> The old style syslog does have lots of problems but most of the
> replacements are worse. You can read syslog output without special tools
> and it is reasonably easier for programs to parse (modulo the
> parsability of the logged messages).
It is true, that a special tool is needed to parse journal files, but
(a) it's always possible to pipe the output and then perform further analysis. Actually, this isn't that much different from current .gz/.xz
compressed text files.
(a) there's a nice C interface which is easy to use, so tools for parsing
log messages can certainly be taught to read journal files themselves
without too much work.
(b) the format is documented [1], so it's possible to create other
parsers
> I would also note than a lot of things found to large network, for
> example lights out management and SAN boxes support syslog but none of
> the other solutions. This makes syslog support an important feature.
As other posters have said, it's always possible to keep a syslog daemon around. OTOH, generating syslog messages from journal messages is trivial, and a tool which forwards journal to a remote syslog daemon will certainly be available soon.
> It also reasonably easy to set up a drop safe non-networked logging host > for cracker proof logs. If the journal, or anything else, loses this or > the ability to process the logs without special tools then it is a step > backwards.
Do you mean that it's necessary to install a binary to read journal
files on the host? Doesn't seem to be a problem to me. Or do you mean,
that the messages cannot be forwared to the host (as native journal messages)? This part is in the works, like the article mentions.

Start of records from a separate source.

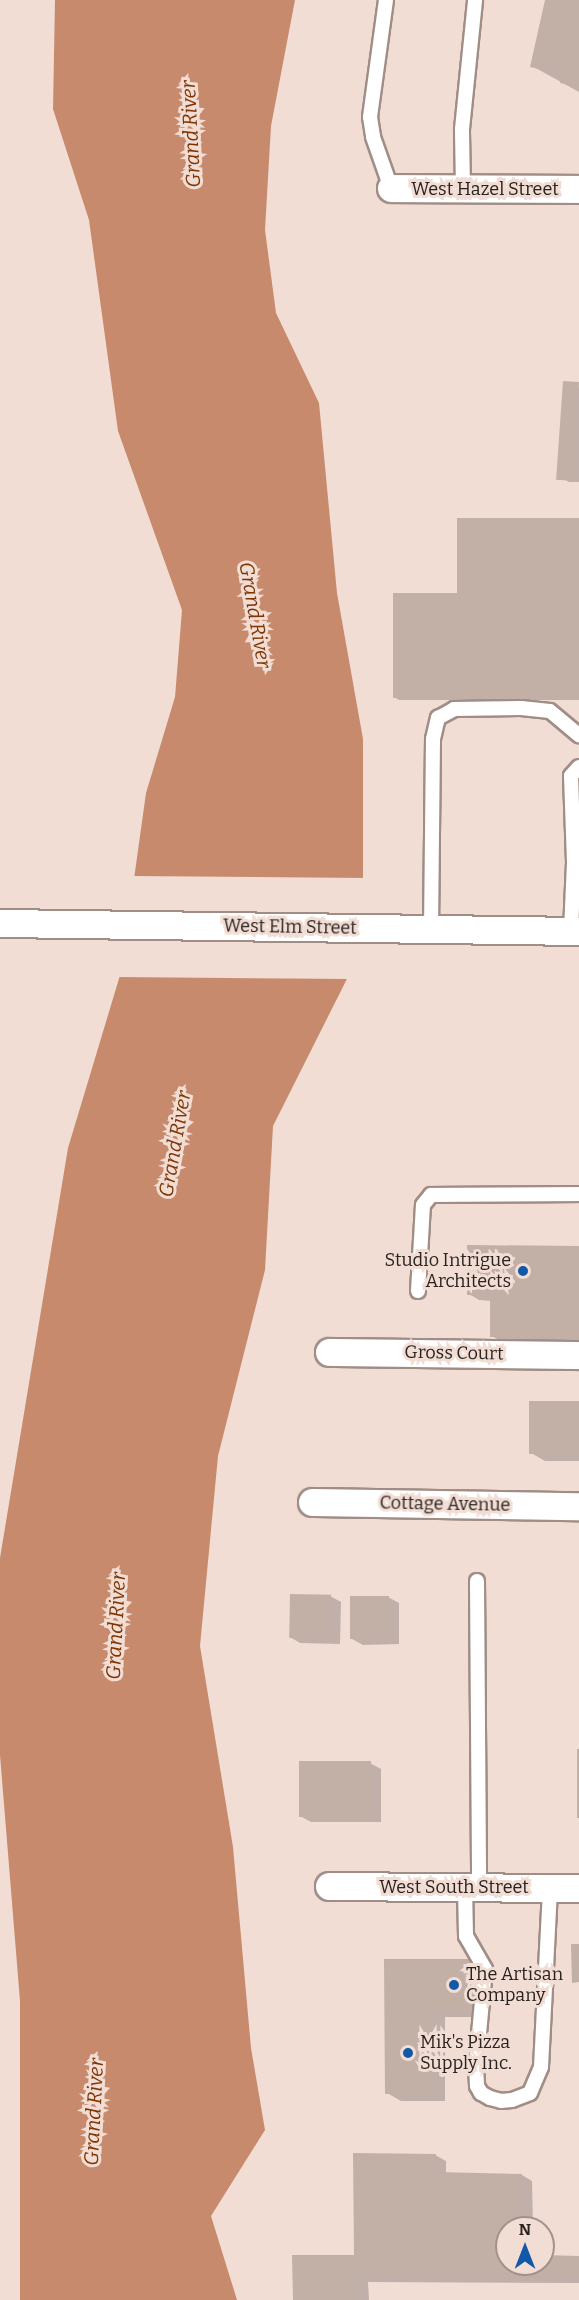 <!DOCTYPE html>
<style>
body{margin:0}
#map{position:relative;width:579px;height:2300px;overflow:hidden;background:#f1ddd4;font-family:Bitter,serif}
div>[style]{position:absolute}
.water>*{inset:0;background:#c78a6d}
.pier>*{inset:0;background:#f1ddd4}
.shadow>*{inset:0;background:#0003}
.building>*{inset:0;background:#c2afa6;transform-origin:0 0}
.roads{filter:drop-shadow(2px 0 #a08e86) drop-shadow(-2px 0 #a08e86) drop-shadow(0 2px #a08e86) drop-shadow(0 -2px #a08e86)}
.service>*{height:14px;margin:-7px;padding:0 7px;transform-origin:7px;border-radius:7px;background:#fff}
.minor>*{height:27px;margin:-13.5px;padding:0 13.5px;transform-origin:13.5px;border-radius:13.5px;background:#fff}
.dots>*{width:16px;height:16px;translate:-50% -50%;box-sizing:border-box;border:3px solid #f1ddd4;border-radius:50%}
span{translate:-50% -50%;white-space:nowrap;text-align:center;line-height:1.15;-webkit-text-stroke:6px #f1ddd4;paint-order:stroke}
.street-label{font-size:18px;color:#29221f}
.poi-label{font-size:18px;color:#29221f}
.right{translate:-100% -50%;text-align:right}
.left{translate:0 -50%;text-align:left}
.water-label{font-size:20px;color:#7e3504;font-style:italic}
.north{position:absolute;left:495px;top:2216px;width:60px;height:60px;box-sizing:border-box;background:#f1ddd4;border:2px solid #a1928c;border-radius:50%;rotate:0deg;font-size:16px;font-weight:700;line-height:24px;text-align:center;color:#29221f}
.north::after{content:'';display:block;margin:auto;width:21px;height:27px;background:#1258a8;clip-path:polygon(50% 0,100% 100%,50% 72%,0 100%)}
</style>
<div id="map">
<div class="water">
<div style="clip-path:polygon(55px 0,295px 0,271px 126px,265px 230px,276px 313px,319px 403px,337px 593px,363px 739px,363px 947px,273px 1126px,265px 1270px,218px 1456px,200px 1646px,233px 1847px,251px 2048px,265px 2130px,211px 2216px,237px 2300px,20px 2300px,20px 2001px,0 1755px,0 1558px,68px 1148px,121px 972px,146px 793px,175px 697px,182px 610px,118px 431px,89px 220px,53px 109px)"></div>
</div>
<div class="pier">
<div style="clip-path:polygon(132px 876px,366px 878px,366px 948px,350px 979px,117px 977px)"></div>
</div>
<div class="shadow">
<div style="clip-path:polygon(546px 0,579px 0,579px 92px,532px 66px)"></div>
<div style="clip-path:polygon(579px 383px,579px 482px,569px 482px,564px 479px)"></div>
<div style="clip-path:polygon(579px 520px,579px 700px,399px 700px,394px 697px,459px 594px)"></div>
<div style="clip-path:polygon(579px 1248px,579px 1343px,502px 1342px,492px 1336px,492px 1301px,479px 1300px,469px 1294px)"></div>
<div style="clip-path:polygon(579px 1403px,579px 1461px,545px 1461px,531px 1453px)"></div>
<div style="clip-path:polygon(330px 1596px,341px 1602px,340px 1644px,300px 1643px,290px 1637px)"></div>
<div style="clip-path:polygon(388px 1597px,399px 1603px,399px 1644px,363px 1645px,352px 1639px)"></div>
<div style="clip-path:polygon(370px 1763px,381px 1769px,381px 1822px,311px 1822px,300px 1816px)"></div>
<div style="clip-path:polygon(386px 1960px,476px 1960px,487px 2017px,445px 2017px,445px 2101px,401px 2101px,387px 2093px)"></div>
<div style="clip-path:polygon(435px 2155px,446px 2161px,446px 2174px,522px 2175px,532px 2181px,533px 2228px,507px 2228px,507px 2264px,543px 2264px,543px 2257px,579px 2257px,579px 2283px,368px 2282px,369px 2300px,295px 2300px,355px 2257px)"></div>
</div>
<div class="building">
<div style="clip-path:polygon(545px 0,579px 0,579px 87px,560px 83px,563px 74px,530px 67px)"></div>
<div style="left:563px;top:381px;width:16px;height:99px;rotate:4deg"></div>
<div style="clip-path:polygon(457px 518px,579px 518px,579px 698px,393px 698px,393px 593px,457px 593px)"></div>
<div style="clip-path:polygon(467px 1245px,579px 1246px,579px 1338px,490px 1337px,490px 1296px,467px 1295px)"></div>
<div style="left:579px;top:1401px;width:53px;height:50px;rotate:90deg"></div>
<div style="left:290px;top:1594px;width:41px;height:44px;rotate:1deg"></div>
<div style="left:389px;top:1596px;width:43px;height:39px;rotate:90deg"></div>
<div style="left:577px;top:1749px;width:2px;height:69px"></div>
<div style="left:299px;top:1761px;width:72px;height:56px"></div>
<div style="clip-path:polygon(571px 1944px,579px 1944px,579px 1982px,572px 1983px)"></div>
<div style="clip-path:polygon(384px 1959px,477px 1959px,477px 2012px,431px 2012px,431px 2093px,385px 2094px)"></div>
<div style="clip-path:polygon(353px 2153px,436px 2154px,436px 2172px,522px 2174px,523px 2228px,507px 2228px,507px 2264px,543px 2264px,543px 2255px,579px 2256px,579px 2278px,354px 2276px,355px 2300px,293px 2300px,292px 2255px,354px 2255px)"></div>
</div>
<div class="roads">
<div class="service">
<div style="left:386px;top:0;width:118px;rotate:97.8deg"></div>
<div style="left:370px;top:117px;width:20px;rotate:81deg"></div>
<div style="left:373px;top:137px;width:54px;rotate:70.6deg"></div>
<div style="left:463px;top:189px;width:60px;rotate:-91deg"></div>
<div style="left:462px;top:129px;width:130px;rotate:-84.2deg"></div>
<div style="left:579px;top:767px;width:12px;rotate:132deg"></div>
<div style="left:571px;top:776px;width:85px;rotate:88deg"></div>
<div style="left:574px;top:861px;width:7px;rotate:45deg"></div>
<div style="left:431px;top:930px;width:191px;rotate:-89.4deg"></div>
<div style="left:433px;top:739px;width:22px;rotate:-77deg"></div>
<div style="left:438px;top:718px;width:18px;rotate:-29deg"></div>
<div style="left:454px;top:709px;width:67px;rotate:-0.9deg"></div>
<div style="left:521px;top:708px;width:29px;rotate:6deg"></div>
<div style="left:550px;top:711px;width:38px;rotate:40deg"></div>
<div style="left:571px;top:931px;width:70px;rotate:-87.5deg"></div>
<div style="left:418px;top:1291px;width:86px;rotate:-86.7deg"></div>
<div style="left:423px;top:1205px;width:13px;rotate:-51deg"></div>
<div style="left:431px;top:1195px;width:148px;rotate:-0.4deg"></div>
<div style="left:477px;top:1581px;width:306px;rotate:89.6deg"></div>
<div style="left:465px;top:1888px;width:48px;rotate:88.8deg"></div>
<div style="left:466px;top:1936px;width:38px;rotate:60deg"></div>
<div style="left:485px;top:1969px;width:97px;rotate:95.3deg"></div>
<div style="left:476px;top:2066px;width:20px;rotate:87deg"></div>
<div style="left:477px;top:2086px;width:8px;rotate:60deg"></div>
<div style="left:481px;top:2093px;width:10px;rotate:29deg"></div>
<div style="left:490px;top:2098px;width:11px;rotate:15deg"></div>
<div style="left:501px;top:2101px;width:11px;rotate:-5deg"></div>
<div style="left:512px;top:2100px;width:19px;rotate:-21deg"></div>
<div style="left:530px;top:2093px;width:28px;rotate:-67deg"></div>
<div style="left:541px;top:2067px;width:179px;rotate:-87.1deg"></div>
</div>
<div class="minor">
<div style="left:391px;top:188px;width:188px;rotate:0.3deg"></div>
<div style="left:0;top:923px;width:579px;rotate:0.79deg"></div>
<div style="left:329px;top:1352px;width:250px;rotate:0.7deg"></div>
<div style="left:312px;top:1502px;width:267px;rotate:0.9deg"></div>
<div style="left:329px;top:1886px;width:250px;rotate:0.5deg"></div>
</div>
</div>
<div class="dots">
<div style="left:523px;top:1271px;background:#1258a8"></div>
<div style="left:454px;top:1985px;background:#1258a8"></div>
<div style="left:408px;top:2053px;background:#1258a8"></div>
</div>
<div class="street-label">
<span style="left:485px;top:189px">West Hazel Street</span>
<span style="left:290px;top:927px;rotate:1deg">West Elm Street</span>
<span style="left:454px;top:1353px;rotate:1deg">Gross Court</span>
<span style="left:445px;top:1504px;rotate:1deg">Cottage Avenue</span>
<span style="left:454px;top:1887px">West South Street</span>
</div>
<div class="poi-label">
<span class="right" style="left:511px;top:1271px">Studio Intrigue<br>Architects</span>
<span class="left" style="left:466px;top:1985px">The Artisan<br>Company</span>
<span class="left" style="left:420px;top:2053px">Mik's Pizza<br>Supply Inc.</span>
</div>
<div class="water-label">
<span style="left:191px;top:134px;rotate:-93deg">Grand River</span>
<span style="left:255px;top:615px;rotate:80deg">Grand River</span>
<span style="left:175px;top:1144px;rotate:-80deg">Grand River</span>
<span style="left:116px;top:1626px;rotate:-87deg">Grand River</span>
<span style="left:94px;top:2112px;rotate:-87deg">Grand River</span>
</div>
<div class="north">N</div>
</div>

Journal actually has the advantage here, that messages from different sources are automatically interleaved in the output, based on their
timestamps, so making sense of messages from multiple hosts is much easier.
> Knowing that your logs have been edited is not enough: as a system admin
> I want to know what was edited out and a drop safe logging host provides
> me with that. Anything that does not support such a box is inferior.
All the parts necessary for that are either already there, or almost. And certainly the quality of log messages matters too, but journal messages
are actually more trustworthy, since the originator is properly identified.